**About this task:** Repeat exactly the lines of the entries below from the one with "I am building" through the one with "Extract the structured", both ends included, and nothing else.

**Saved entries:**
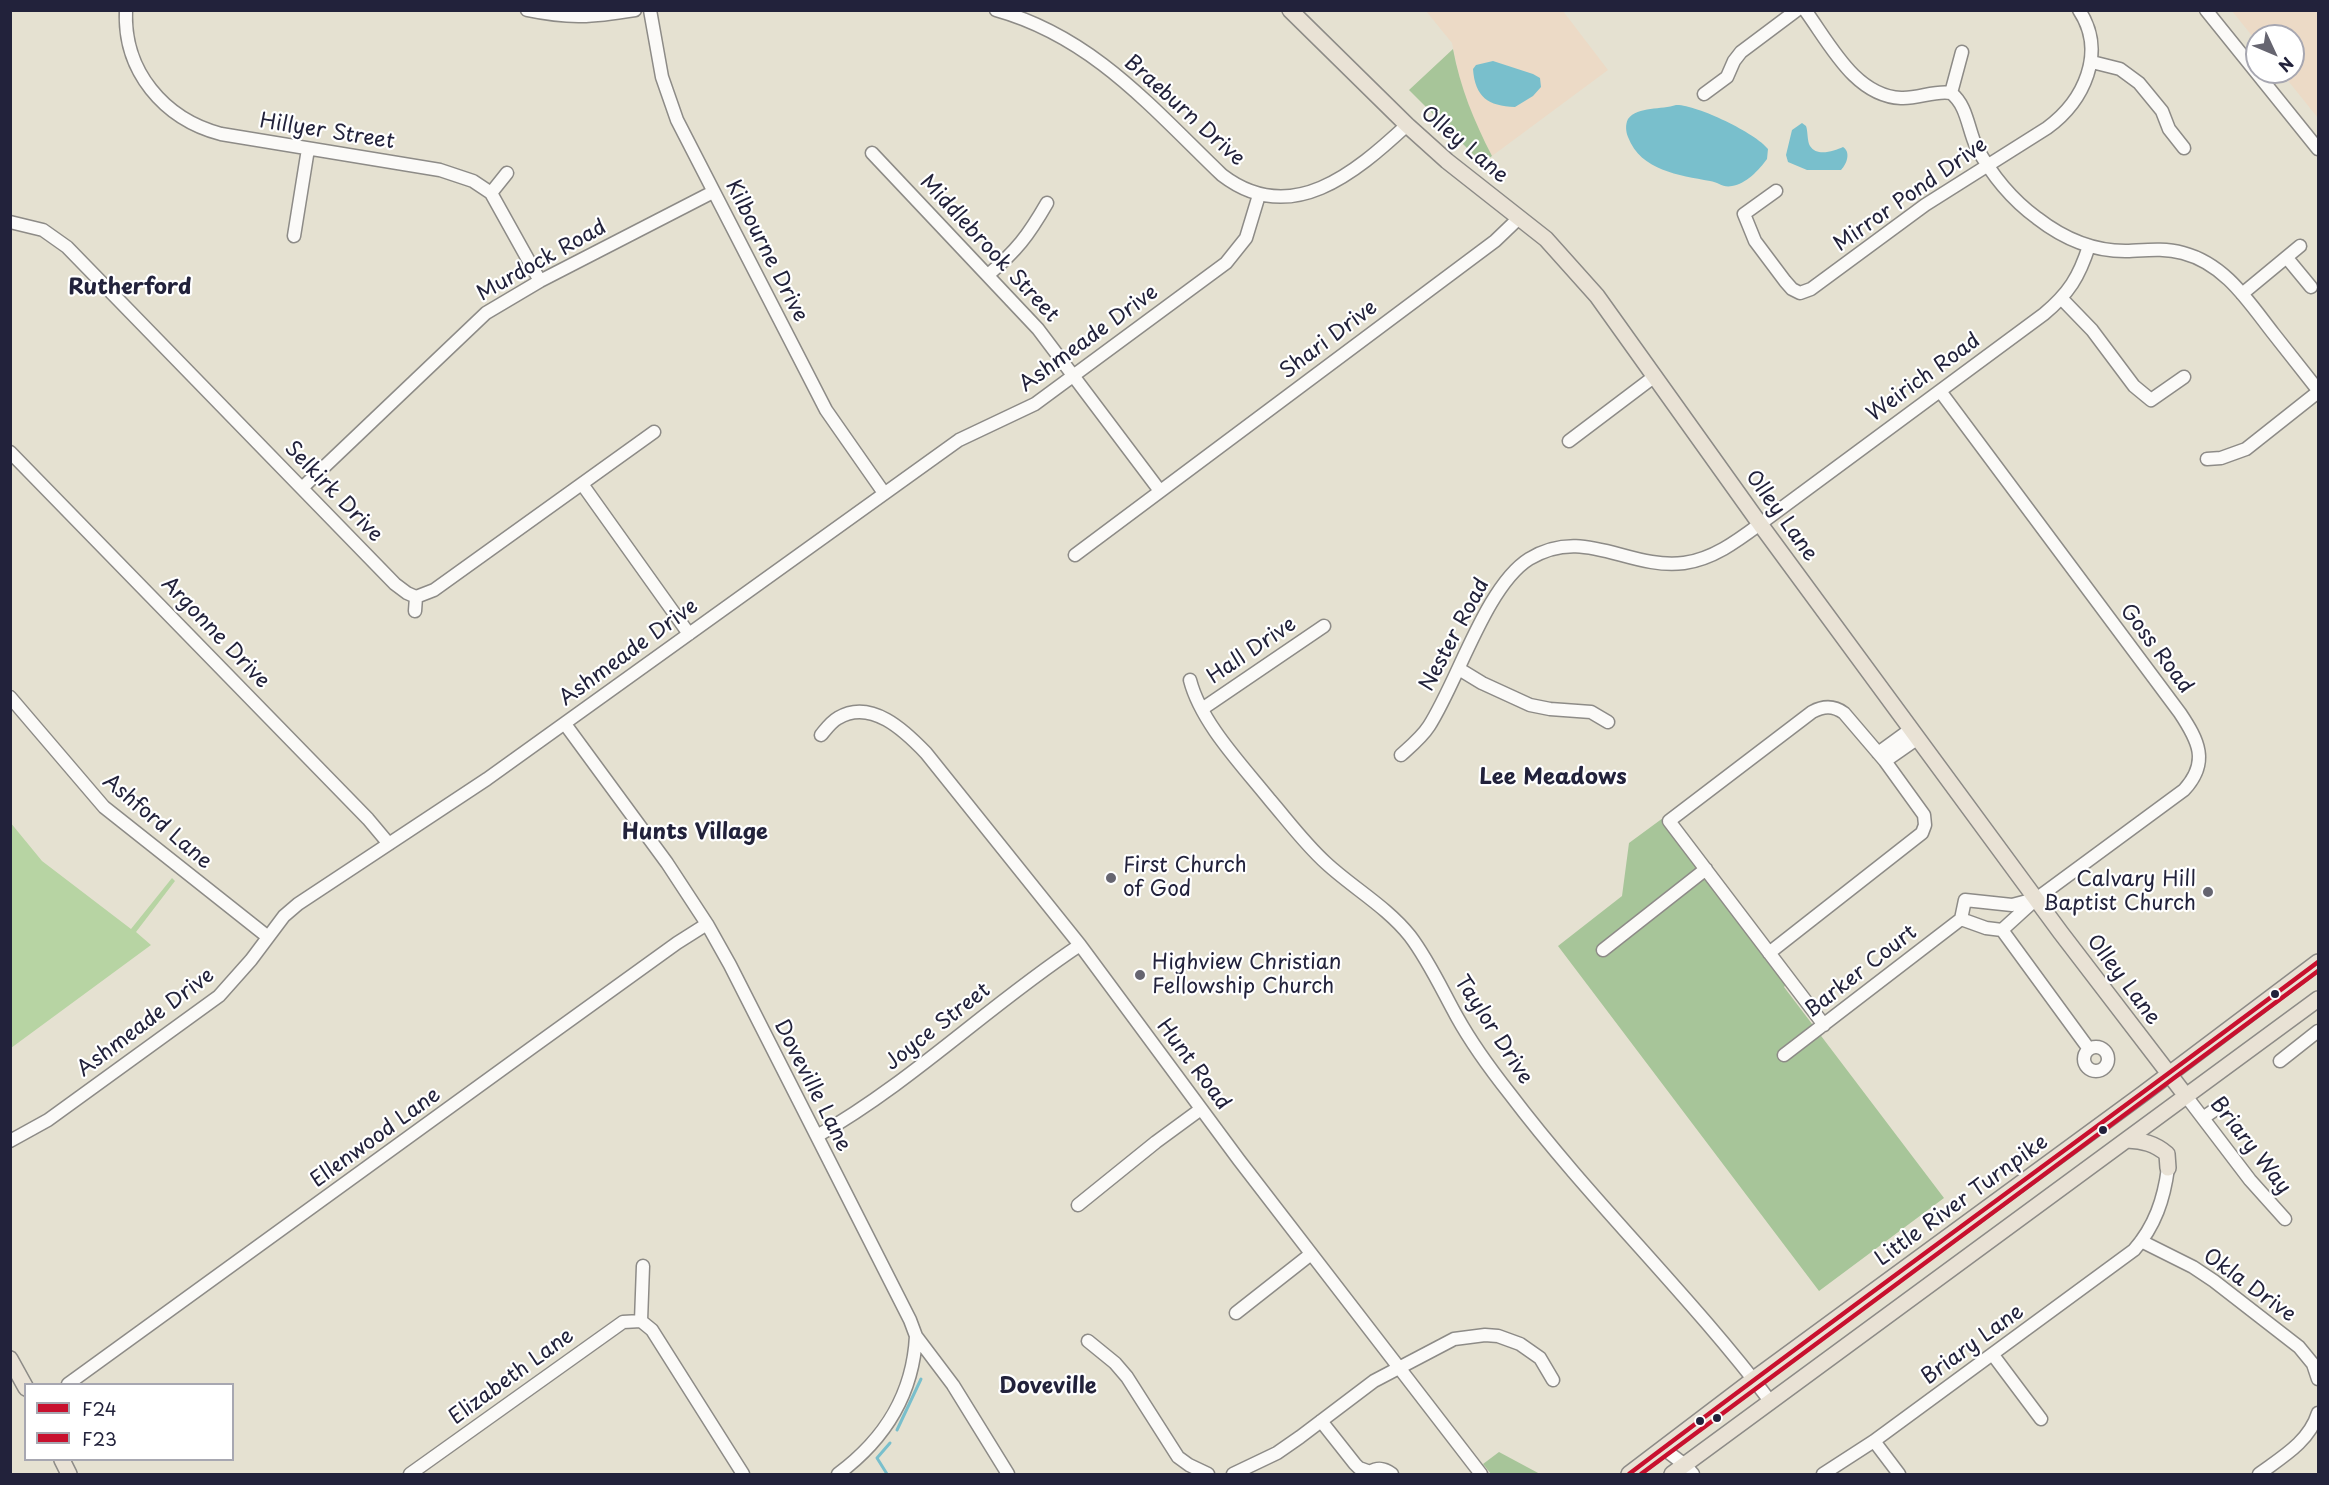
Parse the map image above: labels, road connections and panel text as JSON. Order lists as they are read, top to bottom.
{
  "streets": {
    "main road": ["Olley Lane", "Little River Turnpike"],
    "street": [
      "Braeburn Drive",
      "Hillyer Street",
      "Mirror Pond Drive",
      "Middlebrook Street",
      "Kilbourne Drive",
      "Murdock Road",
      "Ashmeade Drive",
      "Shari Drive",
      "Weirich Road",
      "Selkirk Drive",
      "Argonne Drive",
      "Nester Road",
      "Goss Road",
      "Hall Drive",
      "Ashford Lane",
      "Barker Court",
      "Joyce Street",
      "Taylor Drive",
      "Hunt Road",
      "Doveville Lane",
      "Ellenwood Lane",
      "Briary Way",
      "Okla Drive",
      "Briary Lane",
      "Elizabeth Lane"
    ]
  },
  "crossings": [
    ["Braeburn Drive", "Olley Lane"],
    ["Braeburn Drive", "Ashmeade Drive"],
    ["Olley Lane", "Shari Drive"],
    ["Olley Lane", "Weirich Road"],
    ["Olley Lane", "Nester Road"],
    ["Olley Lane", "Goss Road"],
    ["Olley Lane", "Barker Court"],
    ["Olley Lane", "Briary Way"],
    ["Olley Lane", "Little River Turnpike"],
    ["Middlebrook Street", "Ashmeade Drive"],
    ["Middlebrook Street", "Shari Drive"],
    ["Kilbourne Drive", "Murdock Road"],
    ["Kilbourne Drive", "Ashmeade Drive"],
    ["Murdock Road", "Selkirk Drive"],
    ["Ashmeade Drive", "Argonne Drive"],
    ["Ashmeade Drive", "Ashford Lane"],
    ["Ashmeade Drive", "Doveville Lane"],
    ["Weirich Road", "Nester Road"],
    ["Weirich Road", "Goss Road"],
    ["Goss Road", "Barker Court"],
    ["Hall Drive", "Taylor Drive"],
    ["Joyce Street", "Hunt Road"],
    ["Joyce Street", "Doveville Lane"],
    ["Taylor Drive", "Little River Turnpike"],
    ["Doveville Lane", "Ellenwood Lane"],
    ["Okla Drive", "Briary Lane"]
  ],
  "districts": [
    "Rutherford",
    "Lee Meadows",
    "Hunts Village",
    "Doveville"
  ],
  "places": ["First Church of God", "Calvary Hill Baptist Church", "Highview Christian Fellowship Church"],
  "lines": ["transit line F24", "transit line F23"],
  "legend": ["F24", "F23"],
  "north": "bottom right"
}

--

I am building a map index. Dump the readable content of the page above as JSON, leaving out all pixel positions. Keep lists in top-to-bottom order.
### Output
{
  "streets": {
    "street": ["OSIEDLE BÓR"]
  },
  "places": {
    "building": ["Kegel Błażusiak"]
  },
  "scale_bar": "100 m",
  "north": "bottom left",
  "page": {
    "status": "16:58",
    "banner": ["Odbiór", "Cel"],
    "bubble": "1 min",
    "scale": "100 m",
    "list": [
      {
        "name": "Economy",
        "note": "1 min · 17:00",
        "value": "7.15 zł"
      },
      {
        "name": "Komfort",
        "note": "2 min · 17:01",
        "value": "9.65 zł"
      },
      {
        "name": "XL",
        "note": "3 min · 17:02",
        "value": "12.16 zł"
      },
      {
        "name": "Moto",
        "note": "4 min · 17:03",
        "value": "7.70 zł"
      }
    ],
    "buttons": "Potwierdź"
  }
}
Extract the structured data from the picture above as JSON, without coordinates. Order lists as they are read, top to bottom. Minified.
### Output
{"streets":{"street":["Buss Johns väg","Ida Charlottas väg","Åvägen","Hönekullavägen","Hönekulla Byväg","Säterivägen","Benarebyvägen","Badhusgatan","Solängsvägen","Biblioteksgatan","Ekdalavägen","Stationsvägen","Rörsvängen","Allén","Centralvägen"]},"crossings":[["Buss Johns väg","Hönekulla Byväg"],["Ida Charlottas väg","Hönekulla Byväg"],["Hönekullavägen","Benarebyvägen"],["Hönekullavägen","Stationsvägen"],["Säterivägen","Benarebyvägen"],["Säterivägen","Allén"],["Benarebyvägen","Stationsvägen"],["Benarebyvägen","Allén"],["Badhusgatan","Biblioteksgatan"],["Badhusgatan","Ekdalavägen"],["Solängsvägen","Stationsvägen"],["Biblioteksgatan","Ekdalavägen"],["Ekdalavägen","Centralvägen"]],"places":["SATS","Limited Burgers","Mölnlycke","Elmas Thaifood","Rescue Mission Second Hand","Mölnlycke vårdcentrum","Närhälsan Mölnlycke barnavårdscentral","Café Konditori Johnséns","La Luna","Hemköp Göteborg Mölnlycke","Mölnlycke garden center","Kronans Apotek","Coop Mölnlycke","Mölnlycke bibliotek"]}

...

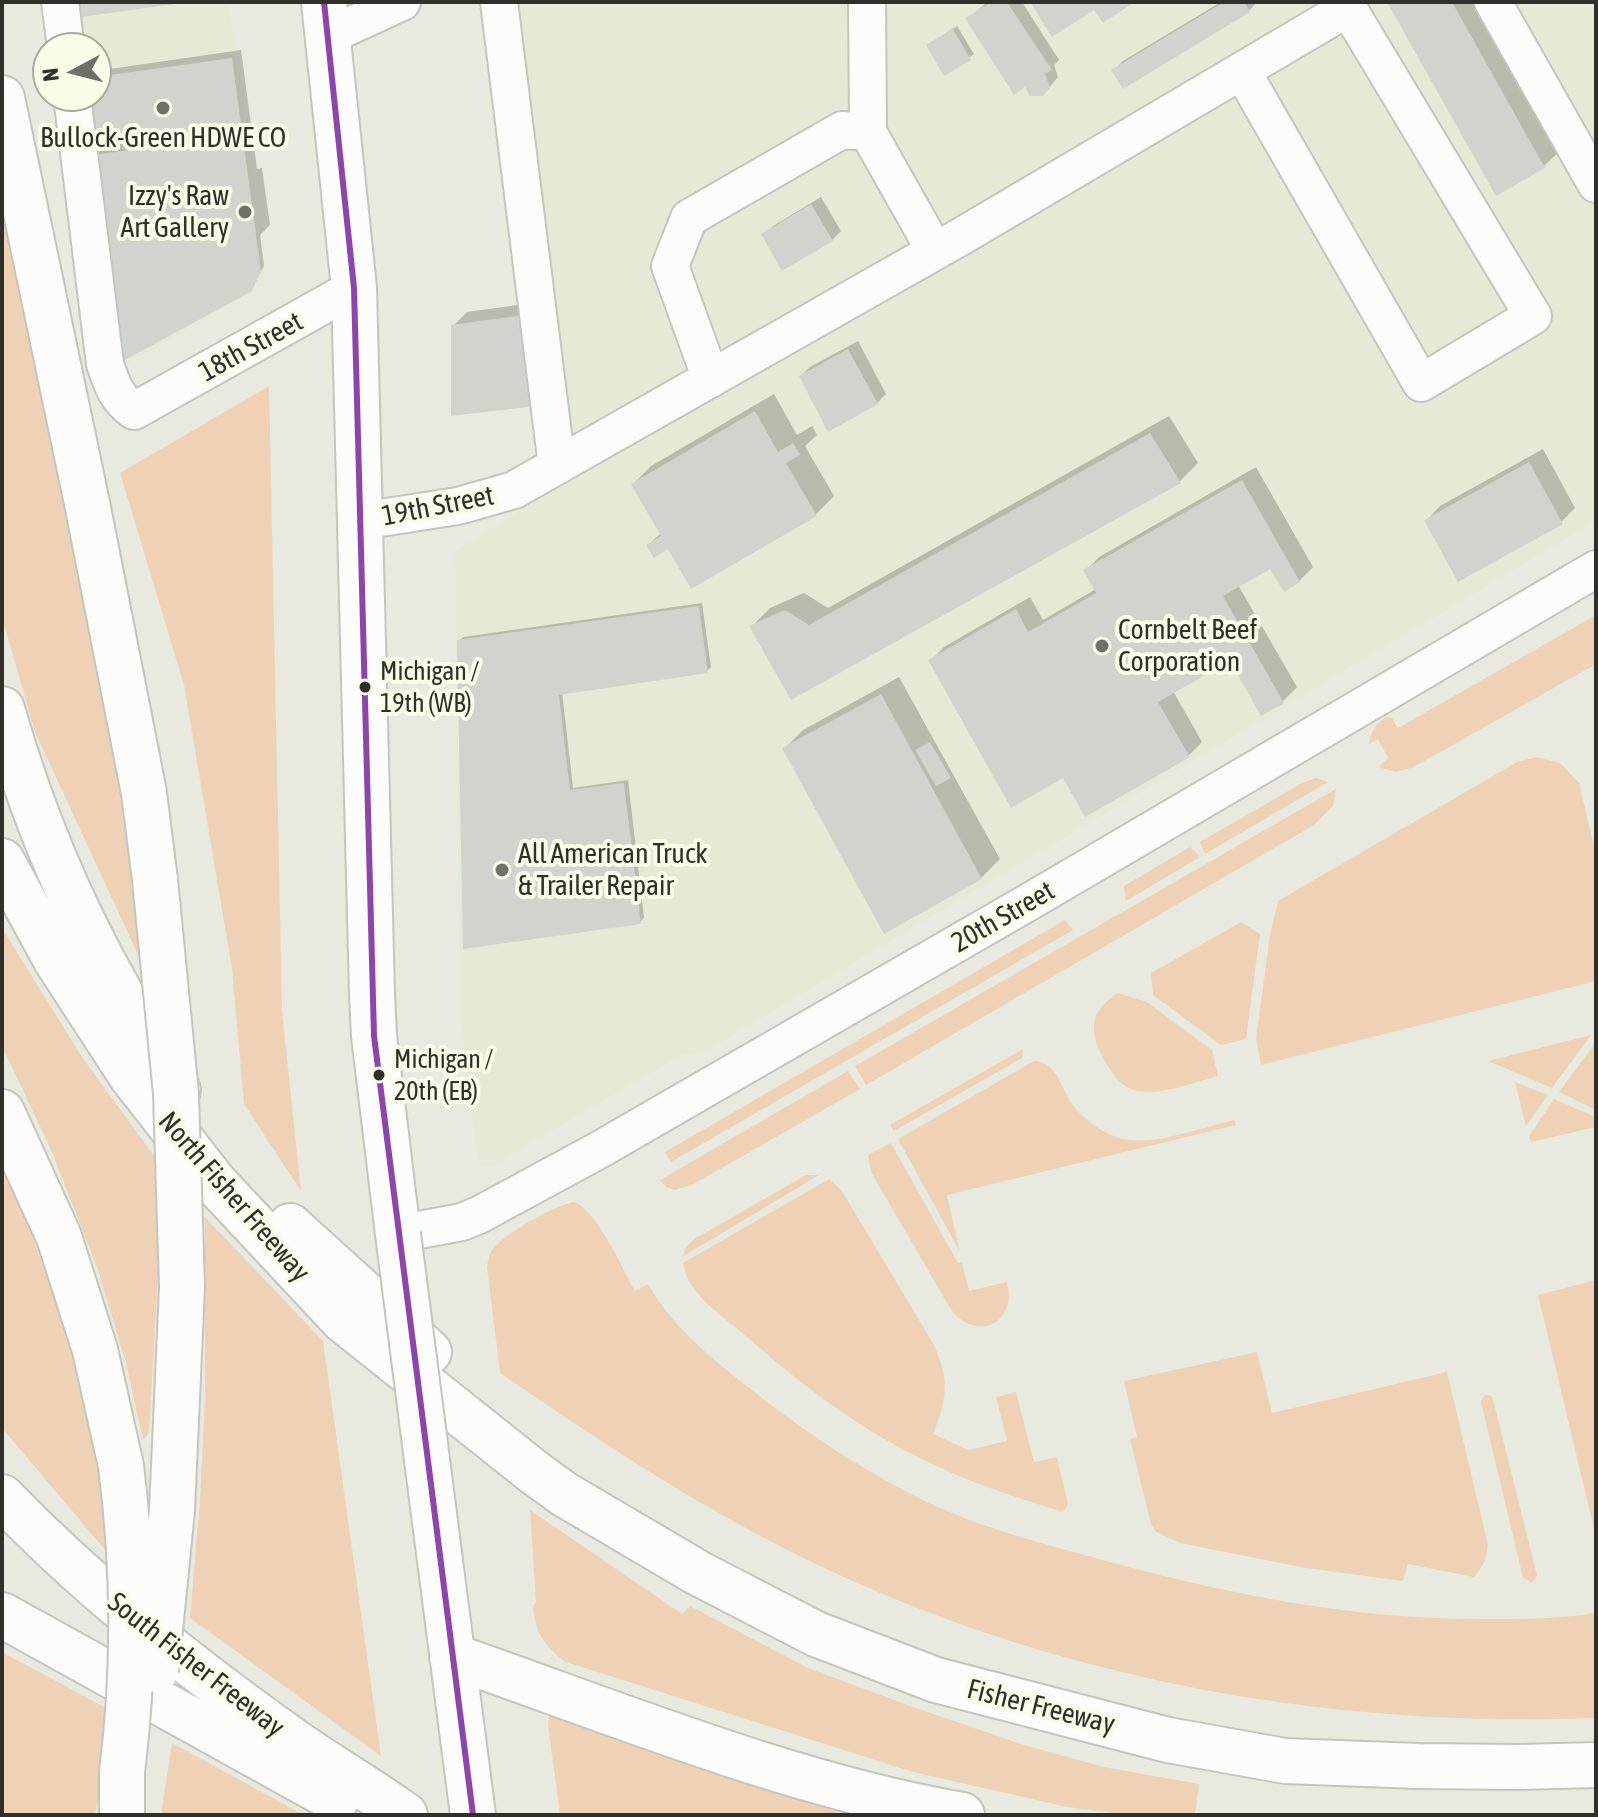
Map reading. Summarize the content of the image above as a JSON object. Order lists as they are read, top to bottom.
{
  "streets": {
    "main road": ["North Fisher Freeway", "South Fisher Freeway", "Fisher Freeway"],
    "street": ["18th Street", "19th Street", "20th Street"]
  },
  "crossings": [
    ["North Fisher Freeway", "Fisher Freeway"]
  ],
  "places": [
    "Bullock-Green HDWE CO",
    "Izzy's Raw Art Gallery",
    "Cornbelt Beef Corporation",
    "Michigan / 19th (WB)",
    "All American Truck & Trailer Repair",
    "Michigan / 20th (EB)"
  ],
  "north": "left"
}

**Result for this exercise:**
I am building a map index. Dump the readable content of the page above as JSON, leaving out all pixel positions. Keep lists in top-to-bottom order.
### Output
{
  "streets": {
    "street": ["OSIEDLE BÓR"]
  },
  "places": {
    "building": ["Kegel Błażusiak"]
  },
  "scale_bar": "100 m",
  "north": "bottom left",
  "page": {
    "status": "16:58",
    "banner": ["Odbiór", "Cel"],
    "bubble": "1 min",
    "scale": "100 m",
    "list": [
      {
        "name": "Economy",
        "note": "1 min · 17:00",
        "value": "7.15 zł"
      },
      {
        "name": "Komfort",
        "note": "2 min · 17:01",
        "value": "9.65 zł"
      },
      {
        "name": "XL",
        "note": "3 min · 17:02",
        "value": "12.16 zł"
      },
      {
        "name": "Moto",
        "note": "4 min · 17:03",
        "value": "7.70 zł"
      }
    ],
    "buttons": "Potwierdź"
  }
}
Extract the structured data from the picture above as JSON, without coordinates. Order lists as they are read, top to bottom. Minified.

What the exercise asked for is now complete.